After several long months, the contracting team at Community Hospital completed negotiations with its largest commercial payer and came out of the discussions feeling optimistic about the rate increases obtained. Not only did they anticipate significant revenue increases but they also felt satisfied in being able to use this opportunity to transition from a percent-of-charge to Medicare base rate methodology – affirming their commitment to gradually evolving to value-based payments. An excellent steward in its community, Community Hospital also took pride in avoiding the runaway charge increases prevalent in the market. Things were looking up…until the payments came in. The hospital’s analysis had projected that any increase in rates would translate to the same increase in payer revenue. The financial reports, however, were telling a different, less favorable story.
So what went wrong?
The managed care team failed to consider some peripheral elements during contract modeling. The circumstances at Community Hospital could have been avoided with a more comprehensive modeling process that accounted for key contract provisions, including:
- “Lessor of” provisions related to the hospital charge master
- Outlier payment protections
“Lessor Of” Provisions
The contracting team did not account for planned charge master increases in future years and by the second year, the “lessor of” provision resulted in significant reductions to anticipated payments. The hospital could have caught the charge master deficiency through more inclusive modeling and implemented corrective action enabling them to optimize commercial payer reimbursement.

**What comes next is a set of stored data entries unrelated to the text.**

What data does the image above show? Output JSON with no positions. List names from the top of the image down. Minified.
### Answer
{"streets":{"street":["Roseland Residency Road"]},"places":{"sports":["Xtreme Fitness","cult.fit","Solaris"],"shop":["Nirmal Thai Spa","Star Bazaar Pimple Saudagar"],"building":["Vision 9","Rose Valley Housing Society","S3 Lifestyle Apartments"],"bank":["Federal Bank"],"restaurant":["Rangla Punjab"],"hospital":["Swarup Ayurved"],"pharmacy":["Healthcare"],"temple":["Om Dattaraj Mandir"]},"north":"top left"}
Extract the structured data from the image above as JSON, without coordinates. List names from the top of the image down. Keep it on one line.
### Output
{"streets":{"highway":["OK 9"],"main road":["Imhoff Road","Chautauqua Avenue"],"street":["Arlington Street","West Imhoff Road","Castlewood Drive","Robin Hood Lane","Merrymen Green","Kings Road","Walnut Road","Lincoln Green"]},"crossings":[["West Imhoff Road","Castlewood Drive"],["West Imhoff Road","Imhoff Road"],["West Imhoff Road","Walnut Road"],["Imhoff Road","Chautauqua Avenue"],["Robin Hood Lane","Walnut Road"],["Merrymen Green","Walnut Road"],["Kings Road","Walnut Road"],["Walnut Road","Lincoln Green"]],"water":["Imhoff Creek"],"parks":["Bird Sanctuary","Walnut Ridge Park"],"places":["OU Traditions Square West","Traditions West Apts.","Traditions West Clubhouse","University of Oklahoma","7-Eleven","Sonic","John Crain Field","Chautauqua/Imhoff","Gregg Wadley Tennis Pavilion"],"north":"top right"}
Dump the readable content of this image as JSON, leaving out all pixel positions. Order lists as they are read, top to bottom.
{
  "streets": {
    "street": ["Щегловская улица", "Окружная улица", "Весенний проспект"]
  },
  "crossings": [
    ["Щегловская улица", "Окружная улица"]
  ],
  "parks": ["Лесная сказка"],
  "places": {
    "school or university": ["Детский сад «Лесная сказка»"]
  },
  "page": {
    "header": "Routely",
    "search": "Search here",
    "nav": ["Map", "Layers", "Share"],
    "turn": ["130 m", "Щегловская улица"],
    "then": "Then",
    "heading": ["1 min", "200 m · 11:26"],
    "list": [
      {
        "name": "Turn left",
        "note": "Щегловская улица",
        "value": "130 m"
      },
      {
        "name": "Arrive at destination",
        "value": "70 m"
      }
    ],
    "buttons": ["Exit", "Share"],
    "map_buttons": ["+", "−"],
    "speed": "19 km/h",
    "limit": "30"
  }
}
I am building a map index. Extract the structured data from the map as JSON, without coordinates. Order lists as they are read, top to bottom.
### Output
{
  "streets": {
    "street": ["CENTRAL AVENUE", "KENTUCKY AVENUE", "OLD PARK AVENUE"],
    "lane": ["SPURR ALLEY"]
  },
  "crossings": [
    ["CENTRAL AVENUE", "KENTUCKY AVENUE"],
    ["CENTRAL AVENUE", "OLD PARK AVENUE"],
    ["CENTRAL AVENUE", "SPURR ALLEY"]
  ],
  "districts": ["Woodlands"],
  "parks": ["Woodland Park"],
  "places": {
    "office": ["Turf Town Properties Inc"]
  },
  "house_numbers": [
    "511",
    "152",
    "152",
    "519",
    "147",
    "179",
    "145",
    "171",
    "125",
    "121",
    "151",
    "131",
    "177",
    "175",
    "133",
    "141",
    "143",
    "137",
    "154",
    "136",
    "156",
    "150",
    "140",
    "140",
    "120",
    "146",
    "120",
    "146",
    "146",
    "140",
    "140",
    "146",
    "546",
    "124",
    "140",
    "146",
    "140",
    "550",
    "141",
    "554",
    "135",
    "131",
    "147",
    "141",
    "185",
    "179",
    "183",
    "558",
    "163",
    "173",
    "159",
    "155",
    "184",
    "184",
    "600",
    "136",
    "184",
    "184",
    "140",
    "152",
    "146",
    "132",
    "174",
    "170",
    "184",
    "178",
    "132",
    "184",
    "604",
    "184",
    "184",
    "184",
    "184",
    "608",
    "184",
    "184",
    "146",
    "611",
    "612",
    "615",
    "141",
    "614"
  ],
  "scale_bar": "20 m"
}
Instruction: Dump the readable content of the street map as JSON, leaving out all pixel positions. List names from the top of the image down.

Outlier Payment Methodologies
In order to calculate a revenue-neutral base rate and subsequent yearly increases, the contracting team considered Medicare acuity standards for historical commercial payer claims. Despite their preference for a first-dollar POC outlier payment structure, the hospital accepted a second-dollar per-diem payment structure based on their understanding of the shift in the industry toward second-dollar outlier methodologies. Actual experience resulted in a population with higher acuities requiring more hospital resources. Failure to secure a first-dollar POC outlier payment (at least equal to the prior POC percentage) left the hospital vulnerable and disadvantaged relative to the previous contract. While their perception of industry trends toward second-dollar payments may have been justified, they lacked specific benchmarks relevant to their peer group that supported alternate outlier payment methodologies.
Lessons in Contract Negotiations
While Community Hospital utilized a standard approach in payer negotiations, the modeling of contract rate proposals didn’t include all aspects of the terms that affect payment. Only then can modeling be an effective decision-making tool for negotiations. Community Hospital and others underestimate the power of a data-driven discussion with payers in which market intelligence can effectively support not only payment level requests for targeted payment levels but also other key provisions within payer arrangements. While Community Hospital was satisfied with their increases, how did those increases/rates and structure compare to the rest of the market? Resources, such as ECG’s National Hospital Reimbursement Survey, can provide hospitals and other providers with current and relevant market intelligence to compare expected yields to aggregate and service line level benchmarks – and ultimately optimize commercial payer reimbursement and relationships.